96% of e-commerce visitors leave without buying – typically because they can't find what they're looking for, or don't know how to look for it.
Manifest AI's founders believe the landing-page-with-chatbot combo addresses this directly. A shopper can start with an open-ended intent like "I have a date tonight, I need a black dress that works" – and get a relevant answer immediately.
The underlying problem is that standard site search doesn't understand human language. It indexes formal attributes, not buyer intent. "I need a dress for a date – elegant but with a hint of possibility" or "I want a suit that shows my old classmates I'm doing great but make it not plaid" – conventional search engines can't handle any of this.
The industry estimate is that online retailers lose $300 billion annually because of this disconnect.

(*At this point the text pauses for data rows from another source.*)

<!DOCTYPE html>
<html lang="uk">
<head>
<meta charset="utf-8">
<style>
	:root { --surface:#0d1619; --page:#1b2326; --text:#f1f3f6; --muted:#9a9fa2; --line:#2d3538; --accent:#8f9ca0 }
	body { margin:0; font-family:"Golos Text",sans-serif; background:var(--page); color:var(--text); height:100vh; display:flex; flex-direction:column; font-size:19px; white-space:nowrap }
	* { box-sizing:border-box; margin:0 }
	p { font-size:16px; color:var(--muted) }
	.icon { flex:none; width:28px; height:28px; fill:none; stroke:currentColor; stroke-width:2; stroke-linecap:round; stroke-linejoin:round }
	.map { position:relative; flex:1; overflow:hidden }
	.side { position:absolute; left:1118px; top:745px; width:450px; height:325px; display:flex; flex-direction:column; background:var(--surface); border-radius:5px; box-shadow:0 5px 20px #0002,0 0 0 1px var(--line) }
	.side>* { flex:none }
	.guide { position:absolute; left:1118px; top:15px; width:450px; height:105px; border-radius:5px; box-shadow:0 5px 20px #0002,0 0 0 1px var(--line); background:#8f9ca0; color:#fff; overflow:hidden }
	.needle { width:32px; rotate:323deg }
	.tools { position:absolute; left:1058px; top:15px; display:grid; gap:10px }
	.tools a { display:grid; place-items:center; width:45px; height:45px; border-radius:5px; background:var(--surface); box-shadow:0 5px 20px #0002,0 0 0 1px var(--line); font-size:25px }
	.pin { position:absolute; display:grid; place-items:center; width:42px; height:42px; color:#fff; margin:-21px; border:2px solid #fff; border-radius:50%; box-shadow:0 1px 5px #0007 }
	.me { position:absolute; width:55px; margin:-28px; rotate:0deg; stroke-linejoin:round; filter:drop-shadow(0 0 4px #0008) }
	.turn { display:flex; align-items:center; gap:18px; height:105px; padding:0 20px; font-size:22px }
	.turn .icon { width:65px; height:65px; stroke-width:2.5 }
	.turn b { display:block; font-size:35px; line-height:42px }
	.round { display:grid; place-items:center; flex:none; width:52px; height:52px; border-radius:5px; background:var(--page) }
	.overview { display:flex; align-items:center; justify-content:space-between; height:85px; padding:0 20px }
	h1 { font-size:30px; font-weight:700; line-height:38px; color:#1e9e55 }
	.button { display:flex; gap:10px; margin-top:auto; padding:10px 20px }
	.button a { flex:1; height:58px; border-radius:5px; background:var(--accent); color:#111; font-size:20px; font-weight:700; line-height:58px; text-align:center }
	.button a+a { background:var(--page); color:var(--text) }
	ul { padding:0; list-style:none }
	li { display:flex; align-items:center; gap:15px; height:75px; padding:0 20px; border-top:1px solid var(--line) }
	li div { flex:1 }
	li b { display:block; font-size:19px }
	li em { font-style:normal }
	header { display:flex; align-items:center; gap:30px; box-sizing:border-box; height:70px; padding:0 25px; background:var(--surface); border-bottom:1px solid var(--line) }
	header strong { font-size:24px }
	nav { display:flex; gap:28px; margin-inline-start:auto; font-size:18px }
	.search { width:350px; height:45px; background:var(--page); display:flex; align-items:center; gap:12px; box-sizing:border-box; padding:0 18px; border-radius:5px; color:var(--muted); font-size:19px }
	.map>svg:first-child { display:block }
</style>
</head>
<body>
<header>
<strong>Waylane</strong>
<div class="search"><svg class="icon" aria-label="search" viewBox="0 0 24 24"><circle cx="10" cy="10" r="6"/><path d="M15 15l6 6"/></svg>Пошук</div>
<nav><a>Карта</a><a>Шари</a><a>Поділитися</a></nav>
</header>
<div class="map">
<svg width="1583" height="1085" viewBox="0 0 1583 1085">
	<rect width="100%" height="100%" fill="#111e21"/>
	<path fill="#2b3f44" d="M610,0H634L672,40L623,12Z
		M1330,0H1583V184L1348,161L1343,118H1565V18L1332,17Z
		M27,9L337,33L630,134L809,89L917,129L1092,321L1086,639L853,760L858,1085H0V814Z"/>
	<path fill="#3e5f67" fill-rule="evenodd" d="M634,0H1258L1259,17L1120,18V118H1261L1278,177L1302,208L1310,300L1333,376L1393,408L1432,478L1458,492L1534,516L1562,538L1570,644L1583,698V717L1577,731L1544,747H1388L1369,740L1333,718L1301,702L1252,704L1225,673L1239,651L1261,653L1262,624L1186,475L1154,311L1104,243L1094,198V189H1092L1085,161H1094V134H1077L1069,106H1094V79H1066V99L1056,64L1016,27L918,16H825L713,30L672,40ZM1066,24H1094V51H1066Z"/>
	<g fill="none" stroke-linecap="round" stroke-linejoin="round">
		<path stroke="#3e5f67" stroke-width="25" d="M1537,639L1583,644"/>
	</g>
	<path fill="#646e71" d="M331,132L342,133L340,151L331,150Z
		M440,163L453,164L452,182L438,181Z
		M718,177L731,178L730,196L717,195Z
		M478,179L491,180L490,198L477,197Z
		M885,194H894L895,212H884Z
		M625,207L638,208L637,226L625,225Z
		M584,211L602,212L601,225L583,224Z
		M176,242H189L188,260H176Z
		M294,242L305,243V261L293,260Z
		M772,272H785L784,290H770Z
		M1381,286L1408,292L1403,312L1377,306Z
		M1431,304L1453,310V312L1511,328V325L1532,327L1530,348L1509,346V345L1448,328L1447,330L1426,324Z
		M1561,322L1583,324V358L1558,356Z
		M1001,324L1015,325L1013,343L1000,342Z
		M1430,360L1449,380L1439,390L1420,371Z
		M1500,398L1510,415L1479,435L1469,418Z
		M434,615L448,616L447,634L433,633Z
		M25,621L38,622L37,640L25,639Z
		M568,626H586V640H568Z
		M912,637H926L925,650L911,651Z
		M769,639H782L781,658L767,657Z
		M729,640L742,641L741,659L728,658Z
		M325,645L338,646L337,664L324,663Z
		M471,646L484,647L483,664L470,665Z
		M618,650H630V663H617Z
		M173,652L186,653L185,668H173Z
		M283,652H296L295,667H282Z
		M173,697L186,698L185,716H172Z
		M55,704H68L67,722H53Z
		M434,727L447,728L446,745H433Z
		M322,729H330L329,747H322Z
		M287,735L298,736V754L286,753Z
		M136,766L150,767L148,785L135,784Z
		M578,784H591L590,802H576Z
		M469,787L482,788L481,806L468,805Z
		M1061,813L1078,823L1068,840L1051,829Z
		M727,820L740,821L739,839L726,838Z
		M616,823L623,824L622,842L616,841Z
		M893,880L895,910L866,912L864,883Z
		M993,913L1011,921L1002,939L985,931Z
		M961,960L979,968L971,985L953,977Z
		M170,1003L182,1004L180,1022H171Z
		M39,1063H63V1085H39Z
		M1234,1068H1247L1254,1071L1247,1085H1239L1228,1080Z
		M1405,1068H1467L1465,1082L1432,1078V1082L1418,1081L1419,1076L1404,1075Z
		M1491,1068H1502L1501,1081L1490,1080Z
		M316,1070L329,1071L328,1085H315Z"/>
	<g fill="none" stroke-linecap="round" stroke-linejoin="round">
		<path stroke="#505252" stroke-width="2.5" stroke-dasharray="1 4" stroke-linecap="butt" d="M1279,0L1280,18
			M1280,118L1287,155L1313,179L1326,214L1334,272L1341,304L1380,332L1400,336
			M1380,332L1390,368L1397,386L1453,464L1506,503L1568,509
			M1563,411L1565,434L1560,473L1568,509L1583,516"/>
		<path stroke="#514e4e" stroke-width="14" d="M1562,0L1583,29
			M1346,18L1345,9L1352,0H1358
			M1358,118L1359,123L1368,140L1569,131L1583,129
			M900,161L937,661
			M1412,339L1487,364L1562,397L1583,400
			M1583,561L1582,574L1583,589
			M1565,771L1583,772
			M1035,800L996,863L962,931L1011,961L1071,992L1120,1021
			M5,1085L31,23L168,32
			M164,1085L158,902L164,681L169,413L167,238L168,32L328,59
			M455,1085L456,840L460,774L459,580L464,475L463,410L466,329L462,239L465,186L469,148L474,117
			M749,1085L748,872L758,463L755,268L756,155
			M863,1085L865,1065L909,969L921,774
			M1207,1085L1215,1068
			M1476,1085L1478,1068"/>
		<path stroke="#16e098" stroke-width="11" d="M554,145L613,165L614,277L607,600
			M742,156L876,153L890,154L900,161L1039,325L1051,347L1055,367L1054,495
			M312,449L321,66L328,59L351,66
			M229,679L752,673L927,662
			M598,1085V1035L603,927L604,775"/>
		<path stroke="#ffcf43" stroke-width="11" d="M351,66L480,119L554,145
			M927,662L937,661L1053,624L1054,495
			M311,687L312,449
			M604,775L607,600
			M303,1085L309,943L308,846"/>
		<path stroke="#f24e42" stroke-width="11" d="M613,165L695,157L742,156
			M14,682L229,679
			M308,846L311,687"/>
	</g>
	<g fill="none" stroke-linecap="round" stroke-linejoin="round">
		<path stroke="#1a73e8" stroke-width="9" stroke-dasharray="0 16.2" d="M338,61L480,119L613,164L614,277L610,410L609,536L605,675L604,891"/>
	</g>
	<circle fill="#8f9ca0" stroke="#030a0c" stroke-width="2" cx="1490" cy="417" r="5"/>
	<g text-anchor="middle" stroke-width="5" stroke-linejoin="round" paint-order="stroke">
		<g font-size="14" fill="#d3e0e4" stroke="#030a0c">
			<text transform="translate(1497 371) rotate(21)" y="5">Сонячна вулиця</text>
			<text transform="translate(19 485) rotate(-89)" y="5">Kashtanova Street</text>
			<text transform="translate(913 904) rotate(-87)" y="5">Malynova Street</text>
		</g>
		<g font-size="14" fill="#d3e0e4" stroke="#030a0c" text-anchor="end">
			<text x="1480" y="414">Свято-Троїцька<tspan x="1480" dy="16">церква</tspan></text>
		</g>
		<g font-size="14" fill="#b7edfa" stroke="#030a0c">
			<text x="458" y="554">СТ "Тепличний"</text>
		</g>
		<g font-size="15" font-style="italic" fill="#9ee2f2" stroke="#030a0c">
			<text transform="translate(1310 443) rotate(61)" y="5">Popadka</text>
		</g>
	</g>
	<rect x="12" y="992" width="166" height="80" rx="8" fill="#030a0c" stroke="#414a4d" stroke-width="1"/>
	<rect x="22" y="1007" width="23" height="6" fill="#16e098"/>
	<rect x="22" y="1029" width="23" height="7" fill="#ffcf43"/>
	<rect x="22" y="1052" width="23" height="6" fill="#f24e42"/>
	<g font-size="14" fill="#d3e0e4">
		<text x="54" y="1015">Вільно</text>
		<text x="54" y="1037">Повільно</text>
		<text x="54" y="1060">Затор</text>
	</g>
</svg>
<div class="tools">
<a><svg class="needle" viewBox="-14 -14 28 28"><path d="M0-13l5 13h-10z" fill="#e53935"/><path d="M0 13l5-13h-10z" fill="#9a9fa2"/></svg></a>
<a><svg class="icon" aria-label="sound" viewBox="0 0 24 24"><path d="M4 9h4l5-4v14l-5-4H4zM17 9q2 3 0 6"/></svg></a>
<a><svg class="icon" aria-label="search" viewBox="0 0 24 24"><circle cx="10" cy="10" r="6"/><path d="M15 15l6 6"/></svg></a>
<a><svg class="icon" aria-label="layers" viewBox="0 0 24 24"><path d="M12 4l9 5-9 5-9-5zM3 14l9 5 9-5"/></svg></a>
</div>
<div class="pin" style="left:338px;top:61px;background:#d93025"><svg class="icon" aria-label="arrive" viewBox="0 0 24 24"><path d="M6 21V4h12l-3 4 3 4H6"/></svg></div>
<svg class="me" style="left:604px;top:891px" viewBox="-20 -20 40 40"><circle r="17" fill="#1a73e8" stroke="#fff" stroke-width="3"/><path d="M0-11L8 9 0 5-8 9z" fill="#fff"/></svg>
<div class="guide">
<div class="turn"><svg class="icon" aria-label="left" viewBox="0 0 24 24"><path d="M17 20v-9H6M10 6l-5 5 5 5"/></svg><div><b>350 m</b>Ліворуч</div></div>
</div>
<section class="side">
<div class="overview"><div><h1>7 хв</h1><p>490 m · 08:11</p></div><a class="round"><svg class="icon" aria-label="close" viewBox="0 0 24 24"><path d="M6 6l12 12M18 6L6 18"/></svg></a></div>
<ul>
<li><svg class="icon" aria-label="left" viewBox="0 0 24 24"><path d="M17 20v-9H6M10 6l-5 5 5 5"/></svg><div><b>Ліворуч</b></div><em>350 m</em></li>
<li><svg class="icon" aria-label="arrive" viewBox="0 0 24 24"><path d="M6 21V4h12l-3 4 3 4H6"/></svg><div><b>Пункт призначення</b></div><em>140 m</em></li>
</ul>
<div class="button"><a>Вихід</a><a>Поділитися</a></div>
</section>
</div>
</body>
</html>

Shoppers arrive with real intent and leave without converting.
This is a problem several startups are attacking. Curated For You, [covered here](/review/nenajdennye-300-milliardov-dollarov), focuses on semantic search that actually understands how shoppers think. It has raised $5.9 million. Lily AI, [covered previously](/review/nedoponimanie-na-300-milliardov-dollarov), takes a similar angle with a deeper focus on product attribute enrichment – and has raised $51.9 million.
But search is only useful when a visitor already knows what they want. The majority of e-commerce bounces happen before any search query is ever typed – when a homepage fails to immediately hook someone's interest.
That's why specialized landing pages exist: purpose-built entry points calibrated to specific ads and specific audiences. And tools for building them are multiplying.
Viddy ([related review](/review/nemerenoe-kolichestvo-zhelajushhih-jeto-sdelat)) built a video-first landing page platform using AI – enabling merchants to create 10x more personalized pages than conventional tools allow. Heyflow ([related review](/review/starye-posadochnye-stranicy-umerli)) turns static landing pages into interactive flows that immediately engage visitors – prompting them to answer questions, adjust sliders, or describe their needs before they've had a chance to bounce.
The problem with all of these tools is that they optimize the first page. If the visitor doesn't convert on arrival, they get funneled into the standard browsing experience – which is where conversion falls apart.
Manifest AI's real play is different: turn every page in the store into a de facto landing page. No matter where a visitor ends up, the chatbot anticipates their intent, surfaces relevant products, and keeps nudging toward a purchase. The answer to any customer question isn't just an answer – it's another opportunity to sell or upsell.
Think about what a serious e-commerce operator actually has to manage: the core storefront, a library of campaign-specific landing pages, and now a separate AI chatbot layer creating its own parallel shopping journey on top of all that.
At which point it's worth asking: what's the point of the traditional storefront at all? If the real conversion work is being offloaded to custom landing pages and an AI chatbot that constructs alternative paths through the store, the standard site starts to look like overhead.
Which points toward an obvious next step: an adaptive commerce platform with no conventional storefront. Instead, every page a visitor sees is generated dynamically – pulling from catalog data, session behavior, and purchase history to surface exactly the right content at exactly the right moment.
The architecture would look a lot like Manifest AI's logic, but applied at the platform level. Every screen answers a question or proactively presents something likely to create one – and every answer is simultaneously a sales moment.
The real-world analogy works here. A poorly converting store is one where visitors wander between shelves, glance around, and leave. A high-converting store has a salesperson meet every customer at the door, ask a few smart questions, and walk them straight to what they want – bringing products out from the back as needed.
If there's a clean, seamless way to build that second experience using AI at scale – that's a billion-dollar platform waiting to be built.